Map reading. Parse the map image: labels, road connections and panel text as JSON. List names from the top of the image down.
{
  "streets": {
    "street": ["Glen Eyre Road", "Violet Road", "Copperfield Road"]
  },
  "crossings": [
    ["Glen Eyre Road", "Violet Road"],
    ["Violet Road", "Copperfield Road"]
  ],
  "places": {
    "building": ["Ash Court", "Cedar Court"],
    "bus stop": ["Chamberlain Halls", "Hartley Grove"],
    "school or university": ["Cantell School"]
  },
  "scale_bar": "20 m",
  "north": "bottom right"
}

++++++++++++++++++++

### WHAT TO DO
A complete, exact transcription of the data above is the required answer.

### SOLUTION FOR THIS TASK
Map reading. Parse the map image: labels, road connections and panel text as JSON. List names from the top of the image down.
{
  "streets": {
    "street": ["Glen Eyre Road", "Violet Road", "Copperfield Road"]
  },
  "crossings": [
    ["Glen Eyre Road", "Violet Road"],
    ["Violet Road", "Copperfield Road"]
  ],
  "places": {
    "building": ["Ash Court", "Cedar Court"],
    "bus stop": ["Chamberlain Halls", "Hartley Grove"],
    "school or university": ["Cantell School"]
  },
  "scale_bar": "20 m",
  "north": "bottom right"
}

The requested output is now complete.